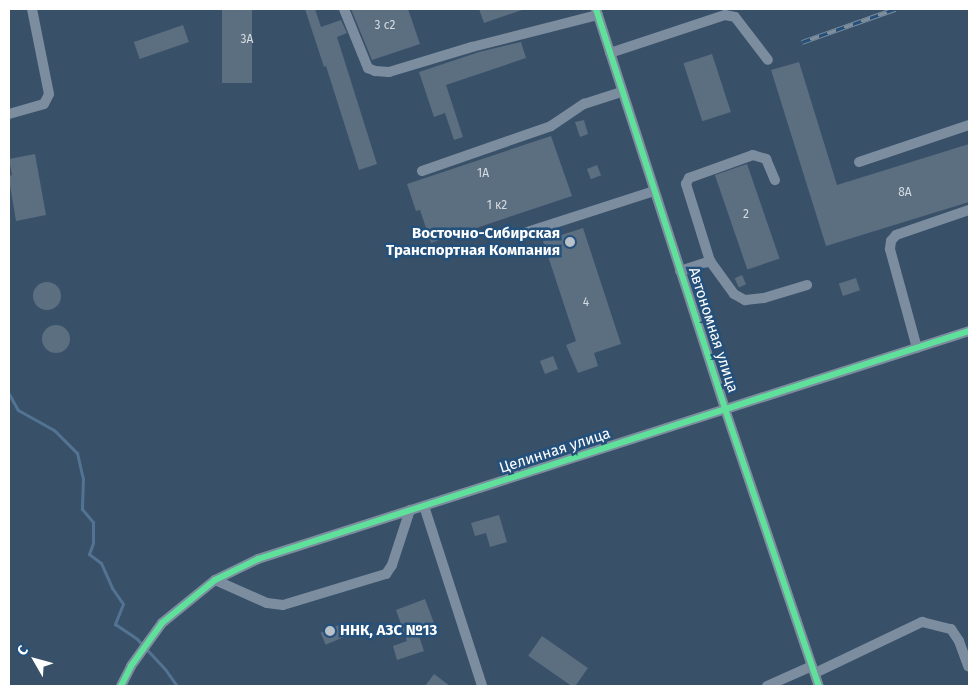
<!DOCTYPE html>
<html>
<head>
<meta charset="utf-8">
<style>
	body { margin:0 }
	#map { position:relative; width:978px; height:695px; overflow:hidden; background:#385068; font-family:"Fira Sans",sans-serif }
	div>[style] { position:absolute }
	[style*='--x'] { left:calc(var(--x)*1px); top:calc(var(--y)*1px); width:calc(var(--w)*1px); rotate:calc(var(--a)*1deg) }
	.stream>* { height:3px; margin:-1.5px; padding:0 1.5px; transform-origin:1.5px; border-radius:1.5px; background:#537393 }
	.building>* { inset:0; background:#5c6f81; transform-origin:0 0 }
	.round { border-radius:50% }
	.minor>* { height:10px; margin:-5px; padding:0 5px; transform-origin:5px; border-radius:5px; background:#7c8d9f }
	.rail>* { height:5px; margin-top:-2.5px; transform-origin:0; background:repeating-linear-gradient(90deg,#24507c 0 9px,#7e8f9f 0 18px); box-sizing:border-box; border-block:1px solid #7e8f9f }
	.cycleway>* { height:6px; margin:-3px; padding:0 3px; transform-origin:3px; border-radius:3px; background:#60e19b }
	.dots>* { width:14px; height:14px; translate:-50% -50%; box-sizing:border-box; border:2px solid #24507c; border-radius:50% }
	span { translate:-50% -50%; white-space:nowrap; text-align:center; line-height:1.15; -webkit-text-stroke:5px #24507c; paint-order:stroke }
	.number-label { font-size:12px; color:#d6dbe0 }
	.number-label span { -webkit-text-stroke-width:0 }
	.poi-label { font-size:15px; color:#fff; font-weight:700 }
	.right { translate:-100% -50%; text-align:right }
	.left { translate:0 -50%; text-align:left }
	.street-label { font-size:15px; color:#fff }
	.frame { position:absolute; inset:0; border:10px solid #fff; pointer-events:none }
	.north { position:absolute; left:10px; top:635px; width:50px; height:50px; -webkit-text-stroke:4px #24507c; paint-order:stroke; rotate:308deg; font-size:14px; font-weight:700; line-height:20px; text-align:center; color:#fff }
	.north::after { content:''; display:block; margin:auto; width:18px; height:22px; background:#fff; clip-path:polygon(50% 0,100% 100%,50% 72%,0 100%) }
</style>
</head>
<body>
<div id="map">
	<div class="stream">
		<i style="--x:9;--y:394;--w:18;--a:61"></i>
		<i style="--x:18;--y:410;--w:41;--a:29.1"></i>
		<i style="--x:54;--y:430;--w:33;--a:45"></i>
		<i style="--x:77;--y:453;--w:26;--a:77"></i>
		<i style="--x:83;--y:478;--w:31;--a:92"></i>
		<i style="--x:82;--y:509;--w:17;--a:50"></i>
		<i style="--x:93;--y:522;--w:21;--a:90"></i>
		<i style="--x:93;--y:543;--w:12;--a:110"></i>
		<i style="--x:89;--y:554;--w:15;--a:37"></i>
		<i style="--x:101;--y:563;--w:27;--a:66"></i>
		<i style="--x:112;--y:588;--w:19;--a:55"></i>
		<i style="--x:123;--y:604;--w:22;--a:112"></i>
		<i style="--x:115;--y:624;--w:27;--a:34"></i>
		<i style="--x:137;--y:639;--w:41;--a:47"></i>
		<i style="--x:165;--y:669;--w:21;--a:55"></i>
	</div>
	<div class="building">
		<i style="left:222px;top:9px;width:30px;height:74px"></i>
		<i style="clip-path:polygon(305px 9px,315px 9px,321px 27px,341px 20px,347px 33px,337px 37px,377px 164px,359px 170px,326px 66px,324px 67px)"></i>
		<i style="clip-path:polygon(351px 9px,408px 9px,420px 44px,372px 60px)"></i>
		<i style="clip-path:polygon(479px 9px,522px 9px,522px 10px,484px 23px)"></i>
		<i style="left:183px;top:25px;width:18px;height:52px;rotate:71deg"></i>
		<i style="clip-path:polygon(521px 42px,526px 58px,446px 85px,463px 137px,454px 140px,445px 113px,434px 117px,419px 72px,479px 52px)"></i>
		<i style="left:712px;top:54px;width:61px;height:30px;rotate:72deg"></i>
		<i style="clip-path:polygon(799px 62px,837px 185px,969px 144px,969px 202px,826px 246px,771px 70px)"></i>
		<i style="clip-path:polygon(584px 120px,588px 134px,580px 137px,575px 122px)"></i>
		<i style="clip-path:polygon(551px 136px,572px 196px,431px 243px,420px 210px,416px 211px,407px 184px)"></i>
		<i style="clip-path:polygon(35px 154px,46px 215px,16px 221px,9px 179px,9px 176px,12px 175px,9px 159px)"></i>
		<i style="left:747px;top:164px;width:100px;height:34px;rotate:71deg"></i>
		<i style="left:597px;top:165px;width:11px;height:11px;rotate:68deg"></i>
		<i style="clip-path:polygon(583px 228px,621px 344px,594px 353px,598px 366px,578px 373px,566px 345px,576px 341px,543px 241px)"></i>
		<i style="left:742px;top:275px;width:10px;height:8px;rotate:66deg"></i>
		<i style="left:856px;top:278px;width:13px;height:18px;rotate:72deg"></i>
		<i class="round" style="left:33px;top:282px;width:28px;height:28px"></i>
		<i class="round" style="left:42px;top:325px;width:28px;height:28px"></i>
		<i style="left:553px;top:356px;width:14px;height:14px;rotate:69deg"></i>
		<i style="clip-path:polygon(499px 515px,507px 542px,490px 547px,486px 533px,475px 536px,471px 523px)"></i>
		<i style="clip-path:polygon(425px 599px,435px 626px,418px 633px,424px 651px,397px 660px,393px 646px,407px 641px,396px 610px)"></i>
		<i style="left:339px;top:625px;width:13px;height:20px;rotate:67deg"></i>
		<i style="left:542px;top:636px;width:56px;height:24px;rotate:35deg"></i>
		<i style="clip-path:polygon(434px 674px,450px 686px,425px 686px)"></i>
	</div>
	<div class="minor">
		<i style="--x:344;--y:9;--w:64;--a:67.9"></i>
		<i style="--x:368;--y:68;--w:8;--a:23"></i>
		<i style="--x:375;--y:71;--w:14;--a:4"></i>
		<i style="--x:389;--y:72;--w:87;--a:-16.8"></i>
		<i style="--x:472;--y:47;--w:130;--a:-14.3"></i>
		<i style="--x:596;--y:9;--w:420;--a:72.1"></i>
		<i style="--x:725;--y:409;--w:293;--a:71.3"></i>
		<i style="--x:610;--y:53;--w:121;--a:-18.3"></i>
		<i style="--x:725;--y:15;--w:10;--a:11"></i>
		<i style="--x:735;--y:17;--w:54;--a:52.5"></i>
		<i style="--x:9;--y:114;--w:36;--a:-16"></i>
		<i style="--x:44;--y:104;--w:11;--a:-63"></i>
		<i style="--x:49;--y:94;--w:87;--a:-101.3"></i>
		<i style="--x:859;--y:162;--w:116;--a:-18.6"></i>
		<i style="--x:422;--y:171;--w:137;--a:-19.2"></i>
		<i style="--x:551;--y:126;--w:40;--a:-34"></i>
		<i style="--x:584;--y:104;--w:40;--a:-18"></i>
		<i style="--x:521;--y:234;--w:140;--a:-17.9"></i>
		<i style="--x:710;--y:261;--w:81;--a:-107.3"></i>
		<i style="--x:686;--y:184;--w:7;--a:-63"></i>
		<i style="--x:689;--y:178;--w:68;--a:-19.8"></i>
		<i style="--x:753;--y:155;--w:14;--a:17"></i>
		<i style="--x:766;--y:159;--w:23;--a:67"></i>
		<i style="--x:680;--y:271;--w:32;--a:-18"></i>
		<i style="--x:710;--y:261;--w:41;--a:54"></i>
		<i style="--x:734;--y:294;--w:13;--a:29"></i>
		<i style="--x:745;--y:300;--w:19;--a:-6"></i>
		<i style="--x:764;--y:298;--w:45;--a:-16.8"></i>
		<i style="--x:917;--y:348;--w:103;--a:-105.3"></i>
		<i style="--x:890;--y:249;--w:8;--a:-83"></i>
		<i style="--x:891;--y:241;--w:8;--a:-50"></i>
		<i style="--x:896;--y:235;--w:77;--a:-18.9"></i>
		<i style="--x:424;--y:506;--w:189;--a:72.1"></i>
		<i style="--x:215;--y:580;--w:57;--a:23.9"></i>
		<i style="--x:267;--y:603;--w:16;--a:7"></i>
		<i style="--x:283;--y:605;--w:108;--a:-16.8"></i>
		<i style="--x:386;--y:574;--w:11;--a:-56"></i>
		<i style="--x:392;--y:565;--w:58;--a:-71.9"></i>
		<i style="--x:815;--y:673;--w:119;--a:-25.5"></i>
		<i style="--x:922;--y:622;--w:30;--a:14"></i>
		<i style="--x:951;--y:629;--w:14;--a:56"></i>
		<i style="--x:959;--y:641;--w:27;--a:70"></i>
		<i style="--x:121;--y:686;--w:22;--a:-63"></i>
		<i style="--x:131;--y:666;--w:53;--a:-54.2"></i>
		<i style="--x:162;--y:623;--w:68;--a:-39.1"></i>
		<i style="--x:215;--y:580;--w:48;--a:-26"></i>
		<i style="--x:258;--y:559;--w:747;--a:-17.78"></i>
		<i style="--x:767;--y:686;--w:49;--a:-24"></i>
	</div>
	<div class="rail">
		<i style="--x:802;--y:42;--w:99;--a:-19.5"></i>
	</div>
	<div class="cycleway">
		<i style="--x:596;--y:9;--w:420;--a:72.1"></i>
		<i style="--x:725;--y:409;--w:293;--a:71.3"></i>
		<i style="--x:121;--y:686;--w:22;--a:-63"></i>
		<i style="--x:131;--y:666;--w:53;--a:-54.2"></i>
		<i style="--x:162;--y:623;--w:68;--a:-39.1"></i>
		<i style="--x:215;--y:580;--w:48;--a:-26"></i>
		<i style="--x:258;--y:559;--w:747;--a:-17.78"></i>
	</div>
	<div class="dots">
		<i style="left:570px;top:242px;background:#b9c2ca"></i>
		<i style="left:330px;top:631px;background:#b9c2ca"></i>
	</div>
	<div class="number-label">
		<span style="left:385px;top:26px">3 с2</span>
		<span style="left:247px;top:40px">3А</span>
		<span style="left:483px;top:174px">1А</span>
		<span style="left:905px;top:193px">8А</span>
		<span style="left:497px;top:206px">1 к2</span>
		<span style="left:746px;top:215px">2</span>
		<span style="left:586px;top:303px">4</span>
	</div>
	<div class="poi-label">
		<span class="right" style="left:560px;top:242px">Восточно-Сибирская<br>Транспортная Компания</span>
		<span class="left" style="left:340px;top:631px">ННК, АЗС №13</span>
	</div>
	<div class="street-label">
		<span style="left:713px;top:330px;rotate:72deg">Автономная улица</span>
		<span style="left:555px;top:451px;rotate:-18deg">Целинная улица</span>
	</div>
	<div class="frame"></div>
	<div class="north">С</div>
</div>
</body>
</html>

■ ■ ■ ■

* [Required action]
Search the records above for the string "number". Report each line that has it.

* [Answer to this problem]
	.number-label { font-size:12px; color:#d6dbe0 }
	.number-label span { -webkit-text-stroke-width:0 }
	<div class="number-label">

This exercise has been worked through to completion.